We want to provide a way for Non Admins (NAs) to debug their non admin backup (NAB) and/or non admin restore (NAR).

## Background

A backup/restore operation may not always succeed in part, or in full. Non Admin User would like a way to diagnose their backup or restore based on information available on object store uploaded by Velero during its backup or restore process.

## Goals

- Provide a path or url to debug information on NAB and NAR statuses, allowing credentialed object store users to access debug information.

## Non Goals

- Create a CLI
- Automatically retrieve debug information on behalf of the user

## High-Level Design

When a NAC velero backup or restore is completed, its associated NAB/NAR are updated to completion status.

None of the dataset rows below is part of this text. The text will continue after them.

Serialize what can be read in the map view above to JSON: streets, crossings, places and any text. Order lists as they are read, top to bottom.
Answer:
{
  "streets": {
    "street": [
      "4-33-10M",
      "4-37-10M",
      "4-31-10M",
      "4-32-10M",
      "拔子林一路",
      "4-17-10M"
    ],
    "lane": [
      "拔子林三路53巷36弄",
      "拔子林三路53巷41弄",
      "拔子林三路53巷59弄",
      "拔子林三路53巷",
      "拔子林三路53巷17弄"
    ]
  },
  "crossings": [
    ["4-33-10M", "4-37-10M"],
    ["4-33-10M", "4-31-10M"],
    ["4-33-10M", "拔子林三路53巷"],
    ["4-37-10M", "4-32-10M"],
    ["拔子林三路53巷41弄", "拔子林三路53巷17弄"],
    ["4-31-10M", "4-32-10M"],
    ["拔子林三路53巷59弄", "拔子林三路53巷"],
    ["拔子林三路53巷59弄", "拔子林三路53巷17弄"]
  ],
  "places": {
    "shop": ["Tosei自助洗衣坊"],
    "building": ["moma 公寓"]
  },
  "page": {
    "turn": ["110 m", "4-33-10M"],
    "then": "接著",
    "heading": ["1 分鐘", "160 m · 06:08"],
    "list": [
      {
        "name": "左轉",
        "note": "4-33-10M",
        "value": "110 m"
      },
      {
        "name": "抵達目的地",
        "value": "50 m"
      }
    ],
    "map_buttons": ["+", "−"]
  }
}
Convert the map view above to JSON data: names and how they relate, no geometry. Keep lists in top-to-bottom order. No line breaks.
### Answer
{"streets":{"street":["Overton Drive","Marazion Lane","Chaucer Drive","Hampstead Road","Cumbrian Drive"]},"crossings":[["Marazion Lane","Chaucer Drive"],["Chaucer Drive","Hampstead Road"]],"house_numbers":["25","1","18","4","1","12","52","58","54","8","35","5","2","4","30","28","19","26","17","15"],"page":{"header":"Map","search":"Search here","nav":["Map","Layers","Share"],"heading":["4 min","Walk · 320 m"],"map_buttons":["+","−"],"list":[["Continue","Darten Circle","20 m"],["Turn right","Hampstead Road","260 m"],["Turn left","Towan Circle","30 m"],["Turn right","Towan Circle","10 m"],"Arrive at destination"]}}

During this time, NAC will also inject into status a path (ie. S3 url) to a relevant debugging file on the storage location that velero had uploaded.

## Detailed Design

[Currently](https://github.com/vmware-tanzu/velero/blob/2197cab3dbf1038b7afe363284d7b9e18c9300dc/pkg/apis/velero/v1/download_request_types.go#L32-L45) velero exposes following DownloadTargetKind that can be used in a DownloadRequest spec.

```go
DownloadTargetKindBackupLog DownloadTargetKind = "BackupLog"
DownloadTargetKindBackupContents DownloadTargetKind = "BackupContents"
DownloadTargetKindBackupVolumeSnapshots DownloadTargetKind = "BackupVolumeSnapshots"
DownloadTargetKindBackupItemOperations DownloadTargetKind = "BackupItemOperations"
DownloadTargetKindBackupResourceList DownloadTargetKind = "BackupResourceList"
DownloadTargetKindBackupResults DownloadTargetKind = "BackupResults"
DownloadTargetKindRestoreLog DownloadTargetKind = "RestoreLog"
DownloadTargetKindRestoreResults DownloadTargetKind = "RestoreResults"
DownloadTargetKindRestoreResourceList DownloadTargetKind = "RestoreResourceList"
DownloadTargetKindRestoreItemOperations DownloadTargetKind = "RestoreItemOperations"
DownloadTargetKindCSIBackupVolumeSnapshots DownloadTargetKind = "CSIBackupVolumeSnapshots"
DownloadTargetKindCSIBackupVolumeSnapshotContents DownloadTargetKind = "CSIBackupVolumeSnapshotContents"
DownloadTargetKindBackupVolumeInfos DownloadTargetKind = "BackupVolumeInfos"
DownloadTargetKindRestoreVolumeInfo DownloadTargetKind = "RestoreVolumeInfo"
```

These are the expected kinds of items we can get from object store for debugging.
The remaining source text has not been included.